[Stored items]
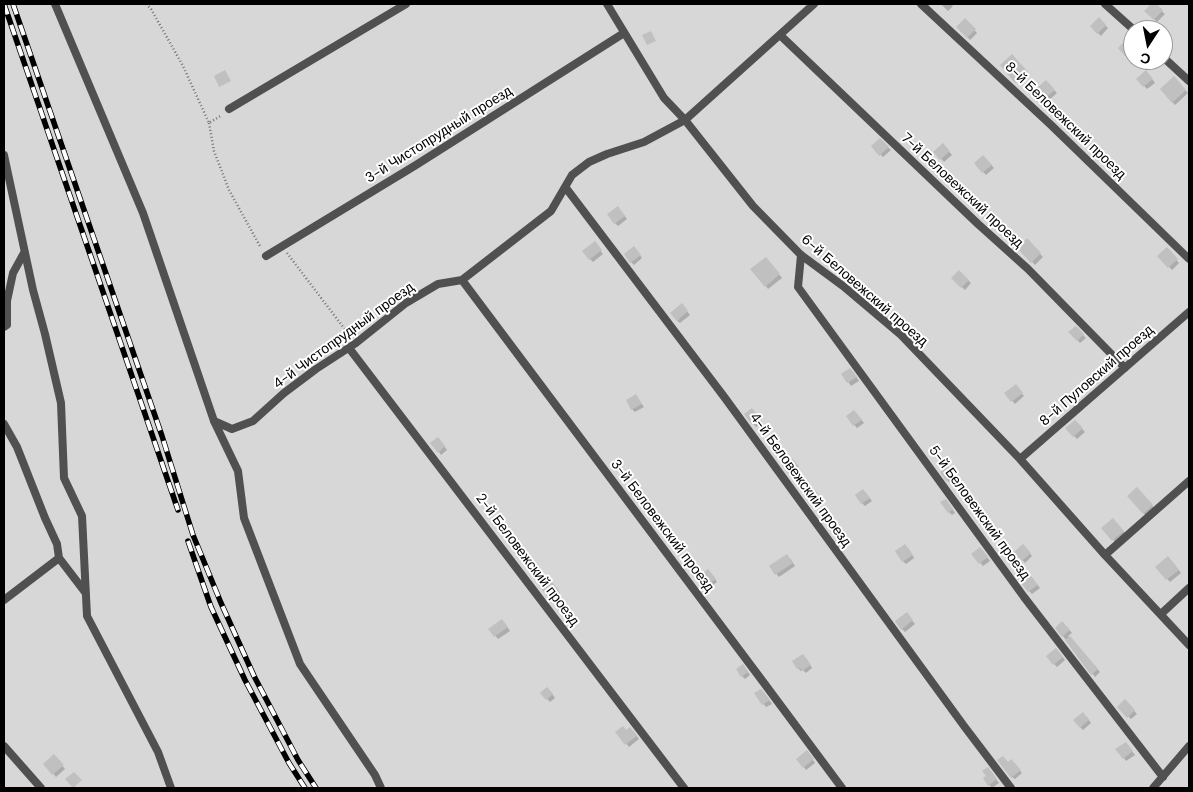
<!DOCTYPE html>
<meta charset="utf-8">
<style>
body{margin:0}
#map{position:relative;width:1193px;height:792px;overflow:hidden;background:#fff;font-family:"DM Sans",sans-serif}
canvas{display:block}
.frame{position:absolute;inset:0;border:5px solid #000;pointer-events:none}
.north{position:absolute;left:1123px;top:20px;width:50px;height:50px;box-sizing:border-box;background:#fff;border:1px solid #999;border-radius:50%;rotate:191deg;font-size:14px;font-weight:700;line-height:20px;text-align:center;color:#000}
.north::after{content:'';display:block;margin:auto;width:18px;height:22px;background:#000;clip-path:polygon(50% 0,100% 100%,50% 72%,0 100%)}
</style>
<div id="map">
<canvas width="1193" height="792"></canvas>
<div class="frame"></div>
<div class="north">С</div>
</div>
<script>
const c = document.querySelector('canvas').getContext('2d');
c.lineJoin = 'round';
function fillPath(path, color) {
  c.fillStyle = color;
  c.fill(path, 'evenodd');
}
function toPath(rows) {
  const path = new Path2D();
  for (const r of rows) {
    path.moveTo(r[0], r[1]);
    for (let i = 2; i < r.length; i += 2) path.lineTo(r[i], r[i + 1]);
  }
  return path;
}
function stroke(path, color, width, dash) {
  c.strokeStyle = color;
  c.lineWidth = width;
  c.lineCap = dash ? 'butt' : 'round';
  c.setLineDash(dash || []);
  c.stroke(path);
}
function write(font, color, halo, rows, align = 'center') {
  c.font = font + ' "DM Sans",sans-serif';
  c.lineWidth = 4;
  c.setLineDash([]);
  c.textBaseline = 'middle';
  c.strokeStyle = halo;
  c.fillStyle = color;
  for (const [text, x, y, turn = 0] of rows) {
    c.save();
    c.translate(x, y);
    c.rotate((+turn || 0) * Math.PI / 180);
    c.textAlign = isNaN(turn) ? turn : align;
    if (halo) c.strokeText(text, 0, 0);
    c.fillText(text, 0, 0);
    c.restore();
  }
}
fillPath(toPath([
 [4,4,1189,4,1189,788,4,788],
 [1133,30,1163,30,1163,60,1133,60]
]), '#d7d7d7');
fillPath(toPath([
 [941,4,951,4,953,6,948,11],
 [1153,4,1154,4,1165,14,1157,22,1146,11],
 [1099,19,1108,28,1101,36,1091,26],
 [965,20,977,33,970,40,958,27],
 [1126,42,1133,49,1133,54,1129,58,1119,48],
 [1012,56,1029,75,1019,84,1002,65],
 [1149,75,1155,83,1147,89,1138,79],
 [1174,78,1188,93,1175,105,1161,89],
 [1046,82,1057,93,1049,100,1039,88],
 [880,140,891,150,883,157,873,146],
 [946,148,952,155,944,162,935,152],
 [983,156,994,168,986,175,975,163],
 [621,211,627,219,618,226,615,223],
 [1027,240,1043,257,1035,265,1019,248],
 [597,246,603,254,593,262,590,259],
 [1167,249,1179,263,1172,270,1159,256],
 [637,251,642,258,634,265,631,262],
 [768,261,782,278,768,289,766,286],
 [959,271,971,283,965,290,953,278],
 [682,305,690,315,680,323,677,321],
 [1075,327,1086,338,1080,343,1070,332],
 [853,372,859,381,851,386,843,374],
 [1018,389,1024,396,1015,404,1006,393],
 [636,396,644,407,635,412,632,409],
 [755,412,762,422,756,427,745,414],
 [857,414,864,423,857,428,847,417],
 [1075,421,1085,432,1077,439,1067,428],
 [440,441,447,450,441,455,439,452],
 [795,463,800,470,792,476,784,466],
 [950,471,956,478,950,483,947,480],
 [1140,491,1155,509,1146,516,1129,496],
 [816,492,824,502,816,508,805,495],
 [866,493,872,501,865,506,862,503],
 [948,503,955,513,952,515,949,512],
 [1113,520,1126,534,1116,543,1103,528],
 [1023,546,1032,556,1025,563,1016,552],
 [908,548,914,558,906,564,903,561],
 [983,551,990,561,983,566,973,554],
 [790,558,795,566,779,577,771,567],
 [1171,560,1181,573,1170,582,1157,567],
 [711,573,717,582,708,589,698,577],
 [1031,577,1040,588,1032,594,1029,591],
 [549,584,554,585,560,593,552,600,540,585],
 [909,617,915,624,905,632,902,629],
 [505,624,510,631,498,639,490,629],
 [1065,625,1072,633,1068,636,1100,672,1095,677,1063,636],
 [1059,652,1065,660,1057,667,1047,656],
 [806,658,812,668,806,673,803,670,801,671,798,668],
 [745,668,750,675,745,679,742,676],
 [550,691,555,698,550,702,542,693],
 [764,693,772,704,766,707,756,694],
 [1125,701,1137,714,1131,719,1119,707],
 [1086,716,1091,723,1083,730,1080,727],
 [627,731,633,731,639,739,629,747,617,732],
 [1128,746,1135,755,1126,761,1124,758],
 [809,754,815,763,806,770,804,767],
 [54,756,65,769,56,777,45,764],
 [1011,761,1022,773,1015,779,1012,777,1008,764],
 [990,771,999,783,992,788,984,778,987,776]
]), '#0003');
fillPath(toPath([
 [1151,4,1156,4,1163,10,1154,20,1144,11],
 [1099,17,1106,25,1097,34,1090,26],
 [965,18,976,29,967,38,956,27],
 [651,31,656,41,647,45,642,35],
 [1126,40,1133,48,1125,56,1118,48],
 [1012,54,1028,72,1015,83,1000,65],
 [225,70,231,81,219,87,214,76],
 [1146,70,1153,79,1143,87,1136,79],
 [1174,76,1186,90,1172,103,1160,89],
 [1046,80,1055,90,1045,98,1037,88],
 [880,138,889,147,879,156,871,146],
 [943,143,950,151,940,160,933,152],
 [983,155,992,165,982,173,974,163],
 [618,206,625,216,614,224,607,214],
 [1027,238,1041,253,1031,263,1017,248],
 [595,241,602,250,589,260,582,251],
 [634,246,641,255,630,263,624,254],
 [1167,247,1178,259,1168,268,1157,256],
 [766,257,780,274,765,287,750,269],
 [959,270,969,280,961,288,951,278],
 [682,303,688,311,677,321,670,313],
 [1076,326,1084,334,1077,341,1068,332],
 [850,368,857,377,847,383,841,374],
 [1016,384,1023,393,1011,402,1004,393],
 [636,394,642,404,631,410,626,400],
 [752,408,760,419,752,425,744,414],
 [854,410,862,420,853,426,846,416],
 [1075,420,1083,428,1073,437,1065,428],
 [438,437,445,446,438,453,430,443],
 [792,458,799,466,788,474,782,466],
 [948,466,954,475,946,481,940,472],
 [1137,487,1153,505,1143,514,1127,496],
 [813,488,822,499,813,506,804,495],
 [863,489,870,498,861,504,855,495],
 [946,499,953,509,948,513,940,502],
 [1113,518,1124,531,1112,541,1101,528],
 [905,544,913,555,902,562,895,551],
 [1023,544,1031,553,1022,561,1014,552],
 [980,547,988,557,979,564,971,554],
 [787,554,793,563,775,575,769,566],
 [1168,556,1179,570,1166,580,1155,567],
 [708,569,716,579,704,587,697,577],
 [1028,572,1038,585,1028,592,1019,580],
 [545,579,549,583,551,581,559,590,548,598,538,584],
 [907,612,913,620,901,630,895,621],
 [502,619,508,627,494,637,488,629],
 [1062,621,1070,630,1062,637,1055,628],
 [1070,636,1098,669,1091,675,1065,640],
 [1056,648,1063,657,1053,665,1046,656],
 [803,654,811,665,802,671,800,668,797,669,792,661],
 [743,664,748,672,741,677,736,669],
 [547,687,553,694,546,700,540,693],
 [761,689,770,700,762,705,754,693],
 [1125,699,1135,710,1127,718,1117,707],
 [1083,712,1089,720,1080,728,1073,720],
 [623,726,626,730,630,727,637,736,625,745,615,732],
 [1126,742,1133,751,1123,759,1115,749],
 [807,750,814,759,803,768,796,759],
 [54,754,64,765,52,775,43,764],
 [1003,756,1008,762,1011,759,1021,770,1011,778,997,760],
 [988,767,997,779,988,786,983,778,986,776,982,771],
 [74,772,82,780,73,788,65,779]
]), '#c0c0c0');
stroke(toPath([
 [146,4,151,9,183,66,209,123,222,115],
 [209,123,214,151,229,190,261,248],
 [287,253,350,336]
]), '#727272', 2.5, [1, 2.5]);
stroke(toPath([
 [55,4,143,213,214,421,238,471,244,518,300,664,375,775,381,788],
 [607,4,664,98,685,120,753,206,801,255,843,286,901,335,1020,459,1105,555,1189,645],
 [921,4,1051,125,1189,259],
 [1105,4,1134,30],
 [780,35,978,224,1028,269,1125,368],
 [1163,57,1189,81],
 [229,109,406,4],
 [4,155,33,290,45,334,61,403,64,478,82,516,87,616,158,752,171,788],
 [566,188,725,398,964,726,1011,788],
 [801,255,798,287,1024,597,1163,777],
 [266,256,416,165,624,33],
 [462,280,761,679,842,788],
 [4,327,7,325,7,301,13,273,24,253],
 [349,348,684,788],
 [214,421,232,429,253,421,284,393,316,369,356,343,406,303,438,284,462,280,551,211,572,175,589,162,607,154,644,142,685,120,814,4],
 [4,424,17,447,45,518,57,544,59,558],
 [1020,459,1189,312],
 [1105,555,1189,481],
 [4,600,59,558,85,592],
 [1161,614,1189,588],
 [4,746,41,788],
 [1153,788,1189,746]
]), '#505050', 8);
const rail = toPath([
 [4,4,178,510],
 [13,4,162,436,193,535,221,603,254,676,298,760,316,788],
 [188,541,211,607,245,680,289,763,305,788]
]);
stroke(rail, '#000', 5.5);
stroke(rail, '#fff', 4, [11]);
write('14px', '#000', '#fff', [
 ["8-й Беловежский проезд",1065,121,44],
 ["3-й Чистопрудный проезд",439,135,-32],
 ["7-й Беловежский проезд",962,191,43],
 ["6-й Беловежский проезд",864,291,41],
 ["4-й Чистопрудный проезд",344,336,-36],
 ["8-й Пуловский проезд",1097,376,-41],
 ["4-й Беловежский проезд",800,480,54],
 ["5-й Беловежский проезд",979,513,54],
 ["3-й Беловежский проезд",662,526,53],
 ["2-й Беловежский проезд",527,560,53]
]);
</script>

§ **Work task**
Check each line above for the word "function" and copy every line that has it.

§ **Solution below**
function fillPath(path, color) {
function toPath(rows) {
function stroke(path, color, width, dash) {
function write(font, color, halo, rows, align = 'center') {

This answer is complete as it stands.